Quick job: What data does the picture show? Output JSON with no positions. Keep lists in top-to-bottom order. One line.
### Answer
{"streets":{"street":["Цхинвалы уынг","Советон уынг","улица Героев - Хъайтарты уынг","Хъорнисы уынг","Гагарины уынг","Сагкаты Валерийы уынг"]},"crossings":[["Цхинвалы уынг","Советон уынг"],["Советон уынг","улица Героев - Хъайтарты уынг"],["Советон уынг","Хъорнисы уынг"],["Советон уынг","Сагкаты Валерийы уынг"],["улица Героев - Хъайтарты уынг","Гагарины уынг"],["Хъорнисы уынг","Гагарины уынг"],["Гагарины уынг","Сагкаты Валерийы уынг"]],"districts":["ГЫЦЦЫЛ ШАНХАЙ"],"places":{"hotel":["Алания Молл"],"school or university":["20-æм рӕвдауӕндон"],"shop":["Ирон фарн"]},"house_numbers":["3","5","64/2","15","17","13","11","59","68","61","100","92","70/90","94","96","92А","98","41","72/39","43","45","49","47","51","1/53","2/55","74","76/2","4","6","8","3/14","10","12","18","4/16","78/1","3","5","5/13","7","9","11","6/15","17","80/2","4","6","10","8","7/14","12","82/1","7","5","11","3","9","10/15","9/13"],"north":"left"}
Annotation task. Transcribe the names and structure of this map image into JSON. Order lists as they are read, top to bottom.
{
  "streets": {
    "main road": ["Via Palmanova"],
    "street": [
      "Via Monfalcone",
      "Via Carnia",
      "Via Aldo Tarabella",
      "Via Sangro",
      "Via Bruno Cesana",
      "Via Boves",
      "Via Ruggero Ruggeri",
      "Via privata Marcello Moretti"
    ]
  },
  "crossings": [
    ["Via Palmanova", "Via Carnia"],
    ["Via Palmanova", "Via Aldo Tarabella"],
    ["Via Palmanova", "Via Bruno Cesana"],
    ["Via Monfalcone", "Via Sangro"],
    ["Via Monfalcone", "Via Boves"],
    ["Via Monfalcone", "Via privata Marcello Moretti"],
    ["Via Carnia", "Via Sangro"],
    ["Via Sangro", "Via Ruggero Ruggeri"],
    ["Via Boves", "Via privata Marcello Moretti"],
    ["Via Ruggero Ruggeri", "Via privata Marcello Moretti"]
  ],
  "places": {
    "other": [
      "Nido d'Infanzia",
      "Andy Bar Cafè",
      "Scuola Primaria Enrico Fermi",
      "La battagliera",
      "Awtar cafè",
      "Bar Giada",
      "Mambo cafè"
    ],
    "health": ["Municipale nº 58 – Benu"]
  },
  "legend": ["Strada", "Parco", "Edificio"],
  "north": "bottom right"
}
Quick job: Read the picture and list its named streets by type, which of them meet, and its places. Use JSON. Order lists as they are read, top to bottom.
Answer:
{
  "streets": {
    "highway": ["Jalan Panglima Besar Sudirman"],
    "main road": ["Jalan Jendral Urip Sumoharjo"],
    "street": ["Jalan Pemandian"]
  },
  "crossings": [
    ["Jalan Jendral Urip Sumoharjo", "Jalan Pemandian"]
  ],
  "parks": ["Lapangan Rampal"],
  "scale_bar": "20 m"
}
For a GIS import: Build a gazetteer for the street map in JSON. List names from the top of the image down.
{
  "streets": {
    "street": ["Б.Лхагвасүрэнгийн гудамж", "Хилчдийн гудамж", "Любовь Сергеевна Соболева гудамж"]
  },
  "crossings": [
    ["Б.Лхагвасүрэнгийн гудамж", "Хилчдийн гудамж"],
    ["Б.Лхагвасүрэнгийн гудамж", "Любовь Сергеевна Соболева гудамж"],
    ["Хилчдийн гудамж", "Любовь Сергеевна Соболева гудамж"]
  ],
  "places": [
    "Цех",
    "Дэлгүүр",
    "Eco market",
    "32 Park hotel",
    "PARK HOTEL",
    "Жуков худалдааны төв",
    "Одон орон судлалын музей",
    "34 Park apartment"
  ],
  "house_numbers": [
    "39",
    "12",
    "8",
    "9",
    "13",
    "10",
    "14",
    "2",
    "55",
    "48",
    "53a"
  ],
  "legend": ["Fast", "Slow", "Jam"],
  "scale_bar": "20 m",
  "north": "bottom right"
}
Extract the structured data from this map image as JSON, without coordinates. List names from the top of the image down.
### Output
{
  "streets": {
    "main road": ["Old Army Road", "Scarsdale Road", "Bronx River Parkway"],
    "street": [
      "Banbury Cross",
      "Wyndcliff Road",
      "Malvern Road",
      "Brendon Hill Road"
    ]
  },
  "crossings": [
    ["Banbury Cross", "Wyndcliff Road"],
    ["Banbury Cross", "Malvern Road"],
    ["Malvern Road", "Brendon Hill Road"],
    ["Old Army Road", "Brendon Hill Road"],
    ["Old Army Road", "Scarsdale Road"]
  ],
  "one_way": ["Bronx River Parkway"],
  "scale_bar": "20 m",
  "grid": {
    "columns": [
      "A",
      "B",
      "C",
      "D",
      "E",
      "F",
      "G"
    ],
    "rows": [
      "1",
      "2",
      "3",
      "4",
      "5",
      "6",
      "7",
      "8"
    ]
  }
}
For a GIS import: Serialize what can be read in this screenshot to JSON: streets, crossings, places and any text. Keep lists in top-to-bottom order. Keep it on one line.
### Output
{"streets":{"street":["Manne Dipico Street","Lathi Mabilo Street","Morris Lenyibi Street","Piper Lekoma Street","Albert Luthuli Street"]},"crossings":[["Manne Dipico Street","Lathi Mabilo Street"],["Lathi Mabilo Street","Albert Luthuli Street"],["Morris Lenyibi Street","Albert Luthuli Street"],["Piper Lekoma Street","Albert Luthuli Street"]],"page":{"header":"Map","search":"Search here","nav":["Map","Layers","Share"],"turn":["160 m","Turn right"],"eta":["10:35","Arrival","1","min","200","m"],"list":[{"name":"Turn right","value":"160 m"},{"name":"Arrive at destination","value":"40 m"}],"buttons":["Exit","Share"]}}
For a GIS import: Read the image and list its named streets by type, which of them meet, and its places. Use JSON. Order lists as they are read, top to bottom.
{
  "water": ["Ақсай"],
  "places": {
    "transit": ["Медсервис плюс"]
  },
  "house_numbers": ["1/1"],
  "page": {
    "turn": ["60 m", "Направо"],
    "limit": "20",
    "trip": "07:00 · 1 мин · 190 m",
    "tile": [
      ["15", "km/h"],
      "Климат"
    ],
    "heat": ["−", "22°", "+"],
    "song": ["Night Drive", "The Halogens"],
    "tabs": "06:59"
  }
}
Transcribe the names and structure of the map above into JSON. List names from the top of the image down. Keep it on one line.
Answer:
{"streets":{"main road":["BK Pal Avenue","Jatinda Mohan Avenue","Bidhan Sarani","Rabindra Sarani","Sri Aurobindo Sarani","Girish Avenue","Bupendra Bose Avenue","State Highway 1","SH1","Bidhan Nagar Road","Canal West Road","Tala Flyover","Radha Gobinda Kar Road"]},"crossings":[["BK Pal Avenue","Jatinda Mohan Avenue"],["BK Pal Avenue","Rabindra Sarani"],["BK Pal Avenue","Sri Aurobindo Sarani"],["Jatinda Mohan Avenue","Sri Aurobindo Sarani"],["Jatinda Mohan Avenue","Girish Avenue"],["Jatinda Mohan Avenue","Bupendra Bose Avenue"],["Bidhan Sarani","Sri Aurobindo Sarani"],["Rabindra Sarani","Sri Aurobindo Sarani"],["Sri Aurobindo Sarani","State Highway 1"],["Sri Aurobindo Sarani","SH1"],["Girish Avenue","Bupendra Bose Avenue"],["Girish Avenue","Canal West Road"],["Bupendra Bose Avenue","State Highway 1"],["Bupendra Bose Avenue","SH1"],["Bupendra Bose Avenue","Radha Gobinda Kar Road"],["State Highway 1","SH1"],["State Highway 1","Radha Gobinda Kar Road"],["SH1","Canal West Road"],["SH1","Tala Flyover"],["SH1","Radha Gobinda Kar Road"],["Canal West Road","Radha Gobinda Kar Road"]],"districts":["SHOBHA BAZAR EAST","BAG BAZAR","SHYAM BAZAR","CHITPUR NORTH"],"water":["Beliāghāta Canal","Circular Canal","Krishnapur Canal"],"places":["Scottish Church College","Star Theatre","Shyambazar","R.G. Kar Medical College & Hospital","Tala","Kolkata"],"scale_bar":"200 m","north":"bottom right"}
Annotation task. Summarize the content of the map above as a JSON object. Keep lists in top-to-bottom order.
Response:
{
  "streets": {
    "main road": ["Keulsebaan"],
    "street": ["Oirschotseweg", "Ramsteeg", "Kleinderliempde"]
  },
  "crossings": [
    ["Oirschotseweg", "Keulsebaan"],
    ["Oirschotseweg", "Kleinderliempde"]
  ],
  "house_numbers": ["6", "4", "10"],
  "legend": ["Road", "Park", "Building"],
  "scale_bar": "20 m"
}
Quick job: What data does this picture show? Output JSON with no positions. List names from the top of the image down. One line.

━━━━━━━━━━━━━━━━

# Required action
Search the listing above for the string "positions". Copy every line that contains it.

# Written solution
Quick job: What data does the picture show? Output JSON with no positions. Keep lists in top-to-bottom order. One line.
Quick job: What data does this picture show? Output JSON with no positions. List names from the top of the image down. One line.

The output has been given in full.